Monday, March 7, 2011

The Heroes: Bayaz, First of the Magi

If you're a fan of fantasy fiction, and of Dungeons and Dragons, chances are, you've stumbled upon Elminster. He is often used as a reason to actively dislike the Forgotten Realms setting. He is pointed at as being one of the root causes of the setting having issues.

Elminster, in terms of raw power, is probably more powerful than the person I'm about to talk about here, Bayaz, First of the Magi.

In Heroes, Bayaz is out field testing some canons on the bad guys. Pretty much whatever the canons hit, they destroy. He is in full love of technology and progress wishing it to continue its advancement so that he can use it to pound his mortal enemies back into the dirt.

In 4e, the canons would be too powerful to use against characters directly, but in The Heroes, there is a scene where one of the stones is struck and it sends shards of rock flying everywhere. You could use this as a hazard in 4e where if the characters occupy a space where a shard is lodged, they loss a healing surge. Sure, no obvious fatal damage, but the use of resources is still felt.

But back to Bayaz. Not only does he work the Union, the people fighting the Northmen, he's using the 'Celt' analog further north of the Northmen, he's using elements within the Northmen. In short, he's backing every player and his goals and plans will simply not be stopped. They may no proceed as he wishes them to. They may not be over as quick as he wishes them to. But he is going to get his way.

In a role playing game, if you're the player and you've go the Bayaz thing going on, awesome job. You've managed to showcase a lot of social skills, pure power, and the ability to manipulate. If you're the GM and you run a charaacter like Bayaz is run here, you're doing a terrible job if the players know that they are being manipulated by Bayaz.

As terrible as Elminster is as a all powerful NPC, he's not the complete and utter vile scum that Bayaz is. Letting the players know exactly up front that whatever they do and seek out that they are doomed to only stay within your pet NPC's maze? Not good.

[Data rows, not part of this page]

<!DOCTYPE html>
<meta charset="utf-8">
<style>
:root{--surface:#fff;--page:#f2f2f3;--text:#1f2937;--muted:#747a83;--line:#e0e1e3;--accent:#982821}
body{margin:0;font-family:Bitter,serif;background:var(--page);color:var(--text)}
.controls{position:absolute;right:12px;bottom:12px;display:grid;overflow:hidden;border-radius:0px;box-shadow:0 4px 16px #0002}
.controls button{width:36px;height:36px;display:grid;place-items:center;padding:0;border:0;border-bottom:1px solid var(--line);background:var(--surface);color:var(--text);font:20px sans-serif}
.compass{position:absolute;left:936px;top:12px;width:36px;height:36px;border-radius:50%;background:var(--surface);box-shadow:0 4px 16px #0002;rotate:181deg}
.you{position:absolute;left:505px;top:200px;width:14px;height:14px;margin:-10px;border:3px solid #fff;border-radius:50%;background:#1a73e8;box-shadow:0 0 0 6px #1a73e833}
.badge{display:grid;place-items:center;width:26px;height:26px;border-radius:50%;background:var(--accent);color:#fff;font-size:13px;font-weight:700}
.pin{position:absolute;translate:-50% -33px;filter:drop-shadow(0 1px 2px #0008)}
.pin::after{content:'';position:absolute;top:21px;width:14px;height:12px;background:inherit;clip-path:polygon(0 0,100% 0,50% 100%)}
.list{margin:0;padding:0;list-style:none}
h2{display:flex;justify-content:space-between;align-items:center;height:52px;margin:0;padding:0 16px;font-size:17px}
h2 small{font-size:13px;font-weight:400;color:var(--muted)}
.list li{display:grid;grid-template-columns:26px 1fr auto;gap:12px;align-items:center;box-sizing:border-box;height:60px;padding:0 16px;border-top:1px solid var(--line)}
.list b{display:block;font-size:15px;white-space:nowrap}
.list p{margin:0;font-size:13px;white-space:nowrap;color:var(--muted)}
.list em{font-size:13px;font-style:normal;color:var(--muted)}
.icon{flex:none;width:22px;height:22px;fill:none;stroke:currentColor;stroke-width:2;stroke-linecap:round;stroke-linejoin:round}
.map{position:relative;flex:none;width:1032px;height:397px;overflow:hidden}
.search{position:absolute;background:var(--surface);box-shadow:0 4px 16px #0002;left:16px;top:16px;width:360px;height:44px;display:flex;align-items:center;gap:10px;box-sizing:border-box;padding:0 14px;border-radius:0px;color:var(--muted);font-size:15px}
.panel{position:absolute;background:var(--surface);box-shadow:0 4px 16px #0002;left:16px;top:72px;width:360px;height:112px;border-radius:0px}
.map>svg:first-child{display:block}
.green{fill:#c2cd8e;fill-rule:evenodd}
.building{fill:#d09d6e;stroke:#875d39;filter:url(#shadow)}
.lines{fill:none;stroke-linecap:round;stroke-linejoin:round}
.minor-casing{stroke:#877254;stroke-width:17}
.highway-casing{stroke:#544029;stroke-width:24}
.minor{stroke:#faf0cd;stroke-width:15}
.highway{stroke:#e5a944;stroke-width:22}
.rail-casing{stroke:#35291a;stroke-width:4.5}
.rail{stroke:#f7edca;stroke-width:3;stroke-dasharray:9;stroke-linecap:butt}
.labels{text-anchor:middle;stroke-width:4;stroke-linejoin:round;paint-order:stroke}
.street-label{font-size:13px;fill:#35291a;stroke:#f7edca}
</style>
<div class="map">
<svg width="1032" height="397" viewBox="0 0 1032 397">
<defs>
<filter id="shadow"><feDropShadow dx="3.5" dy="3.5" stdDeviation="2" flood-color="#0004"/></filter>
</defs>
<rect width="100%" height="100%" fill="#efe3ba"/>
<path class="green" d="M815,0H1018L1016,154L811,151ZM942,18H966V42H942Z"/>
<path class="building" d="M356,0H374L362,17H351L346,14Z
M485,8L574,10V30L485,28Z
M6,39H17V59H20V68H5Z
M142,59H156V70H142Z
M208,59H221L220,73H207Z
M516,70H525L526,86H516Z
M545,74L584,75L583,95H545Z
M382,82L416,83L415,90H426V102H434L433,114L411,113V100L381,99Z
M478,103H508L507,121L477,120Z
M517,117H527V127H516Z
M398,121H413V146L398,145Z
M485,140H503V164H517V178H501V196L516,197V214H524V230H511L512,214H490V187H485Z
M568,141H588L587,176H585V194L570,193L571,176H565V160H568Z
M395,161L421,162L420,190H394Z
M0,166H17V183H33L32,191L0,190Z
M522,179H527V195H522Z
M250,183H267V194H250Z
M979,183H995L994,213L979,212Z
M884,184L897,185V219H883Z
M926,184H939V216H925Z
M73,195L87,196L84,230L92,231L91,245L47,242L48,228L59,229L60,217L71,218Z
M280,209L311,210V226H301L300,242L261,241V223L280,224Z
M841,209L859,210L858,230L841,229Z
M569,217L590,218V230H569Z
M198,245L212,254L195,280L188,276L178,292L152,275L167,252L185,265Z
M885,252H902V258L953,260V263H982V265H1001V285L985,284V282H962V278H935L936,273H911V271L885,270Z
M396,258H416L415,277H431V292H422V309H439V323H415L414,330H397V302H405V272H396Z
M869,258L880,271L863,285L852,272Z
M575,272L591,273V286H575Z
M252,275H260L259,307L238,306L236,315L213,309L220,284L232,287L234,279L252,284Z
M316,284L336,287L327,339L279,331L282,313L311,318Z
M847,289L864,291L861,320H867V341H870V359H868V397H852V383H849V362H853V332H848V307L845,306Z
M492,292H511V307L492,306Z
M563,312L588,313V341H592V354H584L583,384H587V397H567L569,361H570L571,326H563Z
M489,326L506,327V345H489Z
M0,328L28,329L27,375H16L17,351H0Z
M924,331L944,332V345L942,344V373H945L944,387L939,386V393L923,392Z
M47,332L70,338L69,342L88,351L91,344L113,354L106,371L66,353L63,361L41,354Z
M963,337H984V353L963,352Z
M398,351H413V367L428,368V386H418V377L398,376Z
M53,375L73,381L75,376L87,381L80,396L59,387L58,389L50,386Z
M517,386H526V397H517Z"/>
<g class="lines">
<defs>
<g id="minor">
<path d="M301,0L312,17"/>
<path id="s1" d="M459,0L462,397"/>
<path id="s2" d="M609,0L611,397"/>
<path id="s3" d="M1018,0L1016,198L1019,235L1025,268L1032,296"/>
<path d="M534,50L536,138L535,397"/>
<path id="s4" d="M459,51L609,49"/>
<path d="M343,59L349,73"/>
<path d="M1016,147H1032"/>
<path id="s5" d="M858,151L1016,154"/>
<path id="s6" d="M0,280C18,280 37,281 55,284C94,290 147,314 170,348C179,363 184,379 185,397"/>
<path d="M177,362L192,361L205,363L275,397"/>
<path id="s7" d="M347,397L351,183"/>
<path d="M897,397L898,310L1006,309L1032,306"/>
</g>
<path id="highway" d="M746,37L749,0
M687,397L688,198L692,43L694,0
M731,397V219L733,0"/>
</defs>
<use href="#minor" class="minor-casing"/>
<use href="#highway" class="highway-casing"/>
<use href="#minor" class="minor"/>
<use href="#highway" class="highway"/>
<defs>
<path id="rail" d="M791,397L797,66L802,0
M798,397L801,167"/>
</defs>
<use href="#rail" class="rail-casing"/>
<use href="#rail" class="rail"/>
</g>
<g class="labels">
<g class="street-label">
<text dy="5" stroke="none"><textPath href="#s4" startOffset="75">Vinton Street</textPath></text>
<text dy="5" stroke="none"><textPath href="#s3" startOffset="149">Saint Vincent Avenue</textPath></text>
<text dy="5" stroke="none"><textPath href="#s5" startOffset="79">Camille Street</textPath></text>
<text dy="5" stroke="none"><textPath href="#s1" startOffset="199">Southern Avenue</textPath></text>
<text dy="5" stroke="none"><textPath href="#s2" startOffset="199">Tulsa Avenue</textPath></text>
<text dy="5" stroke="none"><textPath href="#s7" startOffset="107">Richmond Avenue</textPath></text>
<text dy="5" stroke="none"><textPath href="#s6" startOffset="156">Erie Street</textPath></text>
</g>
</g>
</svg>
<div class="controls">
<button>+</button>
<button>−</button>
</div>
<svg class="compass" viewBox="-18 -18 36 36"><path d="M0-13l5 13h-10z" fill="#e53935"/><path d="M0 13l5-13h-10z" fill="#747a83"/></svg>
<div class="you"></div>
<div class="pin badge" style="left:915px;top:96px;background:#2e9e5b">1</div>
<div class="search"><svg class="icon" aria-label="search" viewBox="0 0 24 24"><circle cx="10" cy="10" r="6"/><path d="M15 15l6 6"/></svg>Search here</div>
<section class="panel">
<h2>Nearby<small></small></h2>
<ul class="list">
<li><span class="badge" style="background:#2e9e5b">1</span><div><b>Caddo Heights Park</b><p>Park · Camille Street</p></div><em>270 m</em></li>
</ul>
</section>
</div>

This isn't to say such a character can't work. He just can't work as someone who lets others know that they're under his thumb and when his actions are discovered, the players, unlike the characters in a novel, better damn well be able to do something about it.

2 comments:

  1. Bayaz is an interesting character - morally a quagmire of unfounded assumptions and wholly unpleasant, yet his enemies (Khalul and the Eaters) are much worse. It raises the question of just how people will go to defeat evil and whether the methods they use make them evil or merely not good.

    I suppose that to use a LotR parallel, it's as if Gandalf took out the Nazgul with a burst of power that rained down glowing fallout across Minas Tirith, causing hundreds to die horribly. I think that Gandalf may well have chosen to lose rather than to win in such a way. Bayaz, of course, would have no such qualms.

    Abercrombie's skill as a writer and poser of interesting moral dilemmas paints Bayaz as a necessary evil. Leo Grin might fume, but I find these scenarios just as fascinating to read as Tolkien's classic trilogy. The chapter in which Bayaz outlines his doings to Glokta (who he knows damn well is going to do as he says; years of practice, I suppose) should be required reading for DMs who want a grander scheme going on behind the scenes of their campaigns.

    Bonus question - is Bayaz Lawful Neutral or Lawful Evil?

    ReplyDelete
  2. To me, Neutral. He's going to do what he wants to advance HIS agenda. He isn't going to lay his life down for the Union for example, and his pretense of doing things for it is just that, a pretense.